Second, the bill creates a proactive duty to report. If a platform receives a flag—from another user or anyone else—that someone has posted a threat of imminent self-harm, a threat against another person, or an attempt to entice someone to commit a specific Colorado crime, the platform's clock starts ticking. They have 24 hours to notify the user's local municipal police or county sheriff. That report must include the actual content posted, plus the user's IP address, email, and digital footprint. Failing to do this is classified as a deceptive trade practice under the Colorado Consumer Protection Act. Crucially, this bill also removes a previous legal loophole that only applied these rules to platforms with over 100,000 Colorado users—meaning even small, niche communities are now on the hook.
What It Means for You
For Colorado parents and community members, this legislation is fundamentally about digital safety and closing the gap between online threats and real-world police response. If you've ever seen a disturbing post in a local Facebook group, on a messaging app, or even in a video game lobby, you know the helpless feeling of hitting the "report" button and wondering if anything will actually happen. Under this framework, platforms are legally required to escalate specific, imminent threats—especially attempts to entice an individual to commit a crime, which is a major concern for parents worried about online predators—to your local police department within 24 hours, rather than just banning the user and sweeping it under the rug.

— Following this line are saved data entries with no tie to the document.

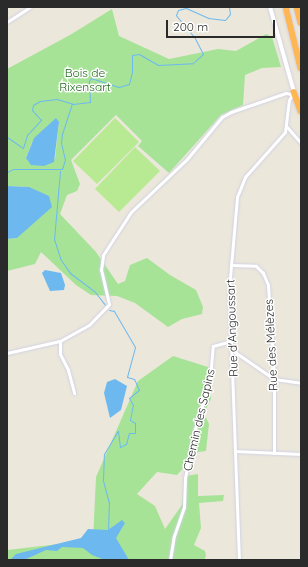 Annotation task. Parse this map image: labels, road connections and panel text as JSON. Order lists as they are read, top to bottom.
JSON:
{
  "streets": {
    "street": ["Rue d'Angoussart", "Rue des Mélèzes", "Chemin des Sapins"]
  },
  "crossings": [
    ["Rue d'Angoussart", "Rue des Mélèzes"],
    ["Rue d'Angoussart", "Chemin des Sapins"]
  ],
  "parks": ["Bois de Rixensart"],
  "scale_bar": "200 m"
} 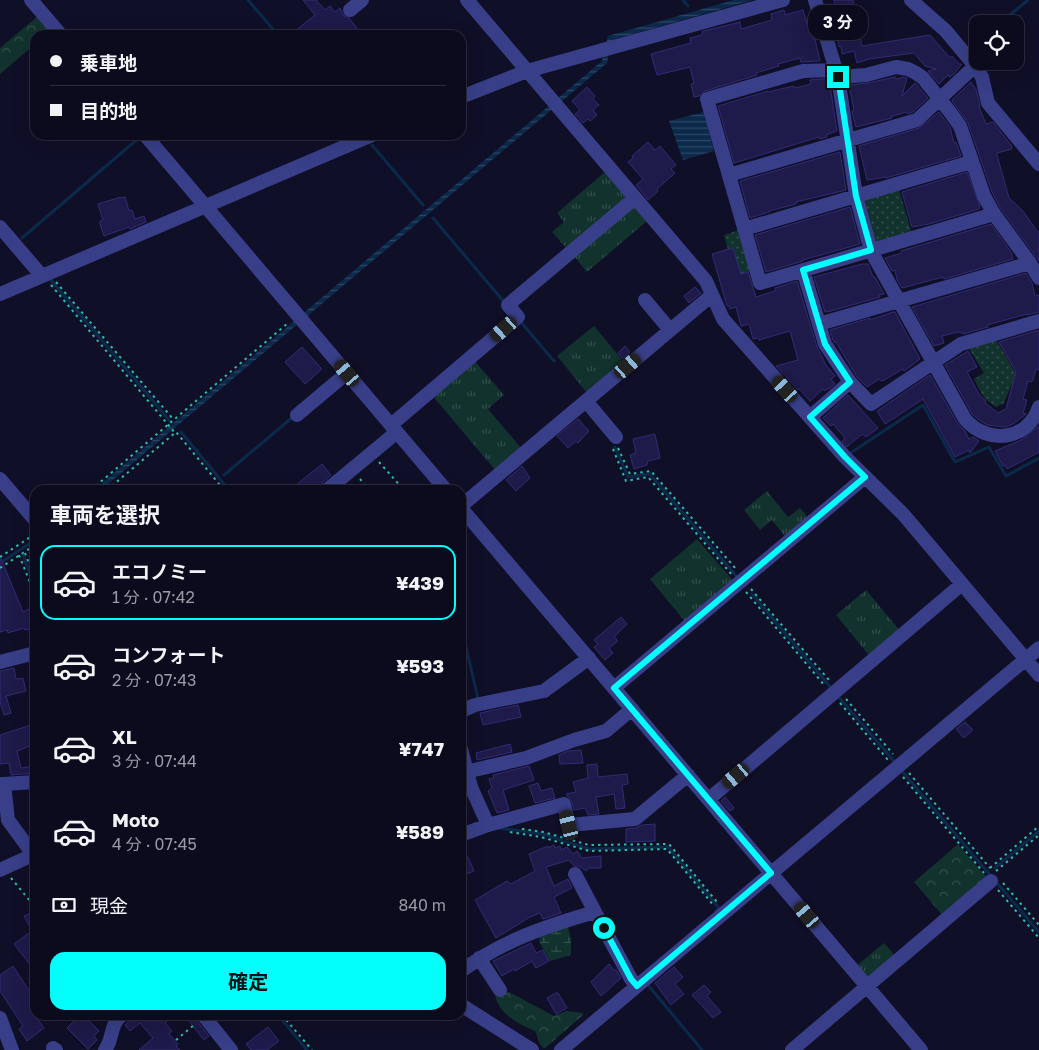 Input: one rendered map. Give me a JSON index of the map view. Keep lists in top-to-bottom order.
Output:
{
  "page": {
    "bubble": "3 分",
    "banner": ["乗車地", "目的地"],
    "heading": "車両を選択",
    "list": [
      {
        "name": "エコノミー",
        "note": "1 分 · 07:42",
        "value": "¥439"
      },
      {
        "name": "コンフォート",
        "note": "2 分 · 07:43",
        "value": "¥593"
      },
      {
        "name": "XL",
        "note": "3 分 · 07:44",
        "value": "¥747"
      },
      {
        "name": "Moto",
        "note": "4 分 · 07:45",
        "value": "¥589"
      }
    ],
    "pay": ["現金", "840 m"],
    "buttons": "確定"
  }
} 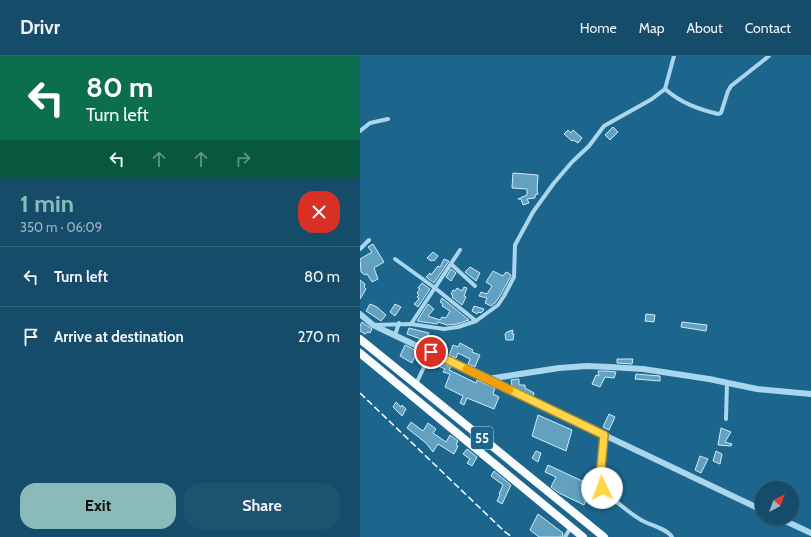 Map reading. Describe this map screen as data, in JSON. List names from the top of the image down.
{
  "streets": {
    "highway": ["55"]
  },
  "north": "top right",
  "page": {
    "header": "Drivr",
    "nav": [
      "Home",
      "Map",
      "About",
      "Contact"
    ],
    "turn": ["80 m", "Turn left"],
    "heading": ["1 min", "350 m · 06:09"],
    "list": [
      {
        "name": "Turn left",
        "value": "80 m"
      },
      {
        "name": "Arrive at destination",
        "value": "270 m"
      }
    ],
    "buttons": ["Exit", "Share"]
  }
}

The inclusion of interactive gaming and virtual online services is a massive shift that directly impacts families. A lot of modern digital communication happens in the chat features of multiplayer games or platforms like Roblox and Discord, not just on traditional social media feeds. By removing the old 100,000-user threshold, this rule reaches into the smaller, independent digital communities where kids and teens often spend their time. The goal is to make sure local sheriffs are looped in immediately when a kid threatens self-harm or a bad actor tries to groom someone into committing a crime.
However, this also raises valid conversations about digital privacy and the reality of corporate surveillance. Because companies face staggering fines for failing to report threats or comply with search warrants, privacy advocates might worry that platforms will over-report out of an abundance of caution. Your digital footprint—including your IP address, email, and location data—can be handed over to local law enforcement very quickly based on user flags. As a resident, it is worth keeping an eye on how these platforms update their Terms of Service and how local police departments adapt to a potential influx of automated threat reports from tech companies starting in August 2026.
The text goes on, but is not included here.